I'm wondering......is there some way to put a NUMBER on Vanguard's securities lending? I don't mean comparing results of a couple funds since they're not necessarily going to 100% track the index or each other. Is there some place to see how much securities lending reduces the cost of a share by %? I've heard this a few places but nobody has numbers. Sort of like the statement that Fidelity is privately owned so makes a profit and the boogie man will raise the ERs when you're not looking.....and while people run around with their hands waving in the air waiting for the sky to fall, Fidelity lowers ERs again.
Well securities lending is different for each fund. It appears to be greatest with small-cap funds. I guess more people are borrowing those stocks. I don't know of a way of calculating it exactly unless Vanguard releases the information, but there is a way to get close. An index fund should have performance similar to its index minus cost.
Index performance - fund ER = fund performance. At least in theory. When this isn't true there is tracking error and/or securities lending. Tracking error is just another way of saying the fund manager did a bad job of tracking the index. It can be positive or negative, but even the positive is a bad sign because it can quickly turn negative. If the difference is always positive by roughly the same amount then you have good evidence for securities lending.
So the formula to find tracking error and securities lending would be...
Fund performance - Index performance + fund ER = tracking error &/or securities lending.
Let's use SCHB, VTI, and VXF as examples. All numbers as of 12/31/2016.
SCHB, ER=0.03: 1 yr, 12.56. 5yr, 14.58. Benchmark = 12.6 & 14.6.
1yr: 12.56-12.60+.03= -0.01 Negative. :(
5yr: 14.58-14.60+.03= 0.01 Positive.
I could find since inception data on Schwab's site for the fund, but not the index it was tracking at that time.
Conclusion: there is tracking error and it isn't consistent.
VTI, ER=0.05: 1yr, 12.68. 5yr, 14.63. Since 2001, 6.32. Benchmark = 12.68 & 14.64 & 6.34.
1yr: 12.68-12.68+0.05= 0.05. Positive.
5yr: 14.63-14.64+0.05= 0.04. Positive.
Since Inception(2001): 6.32-6.34+0.05=0.03. Positive.

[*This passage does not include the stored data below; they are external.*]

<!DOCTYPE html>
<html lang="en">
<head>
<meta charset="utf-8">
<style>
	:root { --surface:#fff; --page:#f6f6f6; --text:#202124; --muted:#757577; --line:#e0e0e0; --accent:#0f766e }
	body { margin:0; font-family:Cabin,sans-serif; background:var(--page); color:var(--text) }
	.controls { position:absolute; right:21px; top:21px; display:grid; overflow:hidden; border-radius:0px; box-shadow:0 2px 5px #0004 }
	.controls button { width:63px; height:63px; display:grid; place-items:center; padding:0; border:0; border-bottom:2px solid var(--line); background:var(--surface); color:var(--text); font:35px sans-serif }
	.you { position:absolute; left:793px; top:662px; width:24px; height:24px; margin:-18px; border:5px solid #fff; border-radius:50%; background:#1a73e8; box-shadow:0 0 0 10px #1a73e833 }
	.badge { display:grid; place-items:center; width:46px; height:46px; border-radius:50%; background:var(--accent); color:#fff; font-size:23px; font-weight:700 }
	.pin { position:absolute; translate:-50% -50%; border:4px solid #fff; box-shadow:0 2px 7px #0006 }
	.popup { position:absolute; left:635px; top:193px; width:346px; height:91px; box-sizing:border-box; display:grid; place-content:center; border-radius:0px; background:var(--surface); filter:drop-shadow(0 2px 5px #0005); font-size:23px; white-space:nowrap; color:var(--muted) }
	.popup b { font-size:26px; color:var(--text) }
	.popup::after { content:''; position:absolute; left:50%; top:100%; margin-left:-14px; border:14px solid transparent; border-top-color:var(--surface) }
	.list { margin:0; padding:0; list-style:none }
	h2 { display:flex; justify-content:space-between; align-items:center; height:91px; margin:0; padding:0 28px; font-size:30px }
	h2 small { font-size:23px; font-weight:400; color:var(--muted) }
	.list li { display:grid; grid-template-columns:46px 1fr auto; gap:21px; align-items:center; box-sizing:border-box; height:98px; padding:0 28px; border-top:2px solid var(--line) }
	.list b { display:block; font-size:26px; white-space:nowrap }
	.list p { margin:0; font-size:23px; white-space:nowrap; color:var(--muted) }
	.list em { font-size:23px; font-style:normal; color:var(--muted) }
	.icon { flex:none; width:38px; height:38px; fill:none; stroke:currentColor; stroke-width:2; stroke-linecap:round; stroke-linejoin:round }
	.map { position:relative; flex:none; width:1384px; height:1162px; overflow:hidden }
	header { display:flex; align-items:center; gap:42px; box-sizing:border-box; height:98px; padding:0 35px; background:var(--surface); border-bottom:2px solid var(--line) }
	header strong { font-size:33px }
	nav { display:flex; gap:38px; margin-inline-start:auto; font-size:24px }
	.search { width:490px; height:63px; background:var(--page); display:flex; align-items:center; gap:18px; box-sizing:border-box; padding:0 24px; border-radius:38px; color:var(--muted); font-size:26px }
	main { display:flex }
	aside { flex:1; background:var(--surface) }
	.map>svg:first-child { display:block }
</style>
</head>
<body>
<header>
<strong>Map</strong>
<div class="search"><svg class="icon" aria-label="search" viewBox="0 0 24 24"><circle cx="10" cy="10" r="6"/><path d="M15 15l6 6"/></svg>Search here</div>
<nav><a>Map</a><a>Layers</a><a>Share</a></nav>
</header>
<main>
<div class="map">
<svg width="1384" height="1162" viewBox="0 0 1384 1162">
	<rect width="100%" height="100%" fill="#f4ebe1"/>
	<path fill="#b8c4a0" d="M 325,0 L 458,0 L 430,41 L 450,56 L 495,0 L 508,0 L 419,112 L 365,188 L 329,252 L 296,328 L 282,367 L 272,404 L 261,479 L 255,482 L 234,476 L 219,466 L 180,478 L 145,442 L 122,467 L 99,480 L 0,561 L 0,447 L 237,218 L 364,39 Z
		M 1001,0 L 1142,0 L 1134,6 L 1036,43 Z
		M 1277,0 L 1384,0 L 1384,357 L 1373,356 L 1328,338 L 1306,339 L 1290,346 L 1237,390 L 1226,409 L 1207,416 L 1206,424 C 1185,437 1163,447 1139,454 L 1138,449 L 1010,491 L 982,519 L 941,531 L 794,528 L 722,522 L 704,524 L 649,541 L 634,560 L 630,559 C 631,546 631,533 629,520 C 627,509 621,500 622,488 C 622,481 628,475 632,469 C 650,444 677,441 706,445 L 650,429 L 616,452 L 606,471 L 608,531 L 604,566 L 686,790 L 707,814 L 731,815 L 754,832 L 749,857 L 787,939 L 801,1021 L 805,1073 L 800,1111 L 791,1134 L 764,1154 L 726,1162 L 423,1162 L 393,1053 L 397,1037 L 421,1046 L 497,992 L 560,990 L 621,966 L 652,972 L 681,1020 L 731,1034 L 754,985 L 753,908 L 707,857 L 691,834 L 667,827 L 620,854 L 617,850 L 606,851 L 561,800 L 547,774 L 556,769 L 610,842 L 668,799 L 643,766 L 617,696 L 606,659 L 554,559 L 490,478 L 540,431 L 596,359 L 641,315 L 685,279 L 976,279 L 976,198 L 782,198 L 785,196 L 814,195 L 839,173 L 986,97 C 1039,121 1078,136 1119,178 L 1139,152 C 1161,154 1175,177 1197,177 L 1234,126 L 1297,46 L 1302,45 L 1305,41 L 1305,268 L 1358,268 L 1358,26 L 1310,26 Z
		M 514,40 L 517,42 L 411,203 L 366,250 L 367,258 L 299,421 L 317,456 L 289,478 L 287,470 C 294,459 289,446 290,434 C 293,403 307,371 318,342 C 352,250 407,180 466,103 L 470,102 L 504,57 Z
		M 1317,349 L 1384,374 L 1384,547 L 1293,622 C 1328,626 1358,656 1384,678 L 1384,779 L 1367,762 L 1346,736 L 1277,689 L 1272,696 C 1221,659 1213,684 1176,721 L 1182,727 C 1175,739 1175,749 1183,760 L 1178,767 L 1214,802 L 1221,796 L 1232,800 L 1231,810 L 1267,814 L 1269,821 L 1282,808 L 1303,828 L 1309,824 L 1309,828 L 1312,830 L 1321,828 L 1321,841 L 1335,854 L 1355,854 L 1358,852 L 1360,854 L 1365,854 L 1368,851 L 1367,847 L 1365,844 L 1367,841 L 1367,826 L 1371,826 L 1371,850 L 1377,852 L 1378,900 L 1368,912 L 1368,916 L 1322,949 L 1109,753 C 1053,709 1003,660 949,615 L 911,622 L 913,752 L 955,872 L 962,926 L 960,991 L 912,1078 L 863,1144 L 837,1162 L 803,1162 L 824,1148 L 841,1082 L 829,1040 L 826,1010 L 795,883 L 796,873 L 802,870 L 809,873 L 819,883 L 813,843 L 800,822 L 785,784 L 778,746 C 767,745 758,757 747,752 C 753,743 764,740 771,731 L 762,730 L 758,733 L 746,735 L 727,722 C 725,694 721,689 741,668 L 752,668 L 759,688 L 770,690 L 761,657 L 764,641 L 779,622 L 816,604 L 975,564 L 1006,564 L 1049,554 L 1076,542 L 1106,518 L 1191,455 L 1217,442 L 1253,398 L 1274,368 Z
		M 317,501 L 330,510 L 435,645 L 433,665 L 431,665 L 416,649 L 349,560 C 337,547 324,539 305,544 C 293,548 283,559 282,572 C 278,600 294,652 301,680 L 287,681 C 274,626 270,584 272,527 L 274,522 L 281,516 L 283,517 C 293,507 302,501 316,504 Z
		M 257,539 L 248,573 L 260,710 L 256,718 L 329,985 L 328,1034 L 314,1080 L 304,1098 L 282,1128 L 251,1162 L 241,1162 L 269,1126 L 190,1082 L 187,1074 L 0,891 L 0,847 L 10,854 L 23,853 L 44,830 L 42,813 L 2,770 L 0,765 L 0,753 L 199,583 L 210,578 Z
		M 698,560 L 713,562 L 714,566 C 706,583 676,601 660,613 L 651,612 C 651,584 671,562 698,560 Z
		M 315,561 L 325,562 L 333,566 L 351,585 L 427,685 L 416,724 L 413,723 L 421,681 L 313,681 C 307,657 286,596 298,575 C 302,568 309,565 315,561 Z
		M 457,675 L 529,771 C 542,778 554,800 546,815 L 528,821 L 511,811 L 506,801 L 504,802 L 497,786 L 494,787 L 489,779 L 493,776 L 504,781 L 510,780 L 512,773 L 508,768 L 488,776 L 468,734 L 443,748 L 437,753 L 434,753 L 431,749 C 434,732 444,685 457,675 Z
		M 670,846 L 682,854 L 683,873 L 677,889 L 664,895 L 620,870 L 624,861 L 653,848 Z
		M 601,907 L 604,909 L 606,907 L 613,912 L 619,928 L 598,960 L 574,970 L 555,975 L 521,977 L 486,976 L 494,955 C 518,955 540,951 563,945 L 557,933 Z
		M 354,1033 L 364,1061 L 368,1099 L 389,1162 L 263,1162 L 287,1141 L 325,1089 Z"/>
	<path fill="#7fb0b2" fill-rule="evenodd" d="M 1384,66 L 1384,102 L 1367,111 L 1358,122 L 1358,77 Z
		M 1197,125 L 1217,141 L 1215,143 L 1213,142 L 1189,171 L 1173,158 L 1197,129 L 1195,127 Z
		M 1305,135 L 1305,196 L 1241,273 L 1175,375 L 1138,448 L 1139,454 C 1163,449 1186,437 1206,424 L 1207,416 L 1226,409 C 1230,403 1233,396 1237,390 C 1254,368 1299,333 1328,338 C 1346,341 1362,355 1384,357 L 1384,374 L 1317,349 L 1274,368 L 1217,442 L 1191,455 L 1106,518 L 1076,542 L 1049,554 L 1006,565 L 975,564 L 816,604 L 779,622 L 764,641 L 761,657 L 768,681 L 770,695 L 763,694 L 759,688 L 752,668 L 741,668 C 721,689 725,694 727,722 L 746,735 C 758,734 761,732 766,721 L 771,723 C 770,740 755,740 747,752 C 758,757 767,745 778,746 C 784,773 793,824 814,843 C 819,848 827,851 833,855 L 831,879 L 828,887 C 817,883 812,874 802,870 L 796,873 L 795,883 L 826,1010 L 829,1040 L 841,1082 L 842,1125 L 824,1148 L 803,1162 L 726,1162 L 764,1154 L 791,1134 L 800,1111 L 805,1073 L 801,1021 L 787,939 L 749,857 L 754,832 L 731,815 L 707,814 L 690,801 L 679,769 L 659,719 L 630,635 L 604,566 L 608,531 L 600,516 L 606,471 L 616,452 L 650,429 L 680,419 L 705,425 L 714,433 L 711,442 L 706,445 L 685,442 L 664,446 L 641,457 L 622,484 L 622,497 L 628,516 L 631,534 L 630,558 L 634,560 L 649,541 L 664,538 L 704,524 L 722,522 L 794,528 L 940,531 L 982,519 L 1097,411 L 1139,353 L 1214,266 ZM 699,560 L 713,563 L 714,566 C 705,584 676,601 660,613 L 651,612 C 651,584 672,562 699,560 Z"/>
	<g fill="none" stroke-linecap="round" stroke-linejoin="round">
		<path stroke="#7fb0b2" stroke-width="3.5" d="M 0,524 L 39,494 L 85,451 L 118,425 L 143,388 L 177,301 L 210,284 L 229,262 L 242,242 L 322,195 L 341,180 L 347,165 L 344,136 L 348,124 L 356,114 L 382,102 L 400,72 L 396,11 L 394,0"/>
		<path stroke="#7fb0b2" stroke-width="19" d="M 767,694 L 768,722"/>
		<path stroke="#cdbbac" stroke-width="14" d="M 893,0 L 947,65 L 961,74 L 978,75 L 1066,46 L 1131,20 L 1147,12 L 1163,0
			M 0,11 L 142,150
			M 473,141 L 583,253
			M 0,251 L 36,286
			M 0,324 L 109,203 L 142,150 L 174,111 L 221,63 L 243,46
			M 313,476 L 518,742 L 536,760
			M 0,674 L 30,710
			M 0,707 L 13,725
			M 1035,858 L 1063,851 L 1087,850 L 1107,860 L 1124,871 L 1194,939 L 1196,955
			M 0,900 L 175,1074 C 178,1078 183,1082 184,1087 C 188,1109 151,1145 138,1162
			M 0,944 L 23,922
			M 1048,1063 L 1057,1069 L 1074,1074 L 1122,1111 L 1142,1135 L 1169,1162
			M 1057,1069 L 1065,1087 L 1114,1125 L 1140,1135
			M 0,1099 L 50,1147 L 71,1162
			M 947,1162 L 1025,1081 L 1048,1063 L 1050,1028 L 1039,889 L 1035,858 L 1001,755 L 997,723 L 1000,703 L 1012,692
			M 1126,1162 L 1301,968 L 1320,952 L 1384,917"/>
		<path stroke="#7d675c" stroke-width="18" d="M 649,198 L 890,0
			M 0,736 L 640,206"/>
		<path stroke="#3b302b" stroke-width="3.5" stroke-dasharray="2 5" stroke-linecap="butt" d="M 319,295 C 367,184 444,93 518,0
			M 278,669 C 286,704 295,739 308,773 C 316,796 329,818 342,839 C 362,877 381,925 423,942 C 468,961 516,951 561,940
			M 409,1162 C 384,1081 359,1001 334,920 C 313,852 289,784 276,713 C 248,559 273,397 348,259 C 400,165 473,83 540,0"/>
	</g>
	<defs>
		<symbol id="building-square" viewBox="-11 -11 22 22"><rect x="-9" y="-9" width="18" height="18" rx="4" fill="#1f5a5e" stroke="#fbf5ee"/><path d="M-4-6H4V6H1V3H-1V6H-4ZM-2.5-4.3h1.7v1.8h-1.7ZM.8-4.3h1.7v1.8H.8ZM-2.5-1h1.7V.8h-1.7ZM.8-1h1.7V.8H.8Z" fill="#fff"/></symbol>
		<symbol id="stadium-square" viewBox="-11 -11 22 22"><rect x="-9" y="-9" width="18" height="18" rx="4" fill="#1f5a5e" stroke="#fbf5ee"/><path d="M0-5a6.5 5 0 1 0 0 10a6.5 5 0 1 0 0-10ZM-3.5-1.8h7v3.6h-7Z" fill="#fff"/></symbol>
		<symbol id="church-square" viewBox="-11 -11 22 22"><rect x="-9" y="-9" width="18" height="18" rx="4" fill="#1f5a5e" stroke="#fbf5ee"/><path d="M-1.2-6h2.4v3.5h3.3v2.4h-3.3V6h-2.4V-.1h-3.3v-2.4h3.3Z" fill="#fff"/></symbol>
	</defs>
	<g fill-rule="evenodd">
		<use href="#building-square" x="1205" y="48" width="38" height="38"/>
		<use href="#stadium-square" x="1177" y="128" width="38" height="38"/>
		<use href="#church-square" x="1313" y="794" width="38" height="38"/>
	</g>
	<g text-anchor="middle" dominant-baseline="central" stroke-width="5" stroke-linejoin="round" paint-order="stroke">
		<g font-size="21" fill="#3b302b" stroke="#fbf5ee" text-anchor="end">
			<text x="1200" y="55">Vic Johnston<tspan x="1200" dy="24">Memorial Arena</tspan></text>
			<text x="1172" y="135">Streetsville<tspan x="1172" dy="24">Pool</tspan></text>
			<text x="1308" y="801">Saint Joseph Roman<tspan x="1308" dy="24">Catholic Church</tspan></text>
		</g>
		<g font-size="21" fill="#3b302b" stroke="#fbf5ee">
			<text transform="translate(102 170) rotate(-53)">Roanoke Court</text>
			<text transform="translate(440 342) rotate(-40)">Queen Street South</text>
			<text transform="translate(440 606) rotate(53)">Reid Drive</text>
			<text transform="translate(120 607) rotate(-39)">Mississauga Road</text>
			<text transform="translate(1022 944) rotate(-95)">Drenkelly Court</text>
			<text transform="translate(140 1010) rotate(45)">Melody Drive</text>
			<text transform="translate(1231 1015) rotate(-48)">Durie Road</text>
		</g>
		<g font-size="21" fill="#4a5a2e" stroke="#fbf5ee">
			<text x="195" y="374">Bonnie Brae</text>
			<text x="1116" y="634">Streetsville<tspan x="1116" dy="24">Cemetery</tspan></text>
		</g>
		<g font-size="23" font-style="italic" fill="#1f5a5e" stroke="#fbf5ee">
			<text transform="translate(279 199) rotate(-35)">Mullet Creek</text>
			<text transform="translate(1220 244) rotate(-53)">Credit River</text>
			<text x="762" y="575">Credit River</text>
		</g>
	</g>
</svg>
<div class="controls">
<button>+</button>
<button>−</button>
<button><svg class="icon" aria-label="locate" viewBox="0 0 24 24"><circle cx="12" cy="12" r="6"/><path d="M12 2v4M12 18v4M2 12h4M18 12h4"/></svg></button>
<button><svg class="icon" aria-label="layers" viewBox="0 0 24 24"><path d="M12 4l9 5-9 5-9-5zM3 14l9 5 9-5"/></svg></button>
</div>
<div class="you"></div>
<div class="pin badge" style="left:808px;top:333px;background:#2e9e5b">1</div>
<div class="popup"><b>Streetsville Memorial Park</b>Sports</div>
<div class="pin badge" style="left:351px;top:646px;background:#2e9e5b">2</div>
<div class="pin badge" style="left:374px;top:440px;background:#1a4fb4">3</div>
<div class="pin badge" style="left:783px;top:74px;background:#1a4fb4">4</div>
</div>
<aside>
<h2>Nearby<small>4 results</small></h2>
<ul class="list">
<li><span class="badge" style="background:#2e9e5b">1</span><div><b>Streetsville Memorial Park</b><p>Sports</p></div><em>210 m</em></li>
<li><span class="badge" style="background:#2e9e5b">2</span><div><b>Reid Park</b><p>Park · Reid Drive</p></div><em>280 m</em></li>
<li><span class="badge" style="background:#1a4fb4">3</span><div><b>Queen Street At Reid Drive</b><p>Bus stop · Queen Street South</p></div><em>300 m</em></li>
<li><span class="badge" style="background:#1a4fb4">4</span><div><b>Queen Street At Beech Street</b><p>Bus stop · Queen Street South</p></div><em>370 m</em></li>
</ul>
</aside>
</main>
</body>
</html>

Conclusion: it could be tracking error, but the fact that it is consistently positive by a few basis points implies some source of income is helping negate the expenses. The other conclusion is that VTI is only missing it's index by 0.02 over the long term even though it's ER is 0.05. The implication is that the costs for VTI after accounting for securities lending is only 0.02. This is cheaper than SCHB.
Now things get fun.
VXF, ER=0.09: 1yr, 16.16. 5yr, 14.65. Since 2001, 9.31. Benchmark, 15.95 & 14.55 & 9.23.
1yr: 16.16-15.95+0.09= 0.31. Positive.
5yr: 14.65-14.55+0.09= 0.19. Positive.
Since Inception(2001): 9.31-9.23+0.09= 0.17 Positive.
Conclusion: Securities lending. It is highly unlikely it is tracking error. It is too consistent over the long term and it is always positive by a significant margin. Note, the lending income is exceeding the cost of the fund. The implication is that Vanguard is PAYING you to own this ETF. Another conclusion is that the securities lending benefit to the Vanguard funds is increasing over time. That is very good for long term shareholders.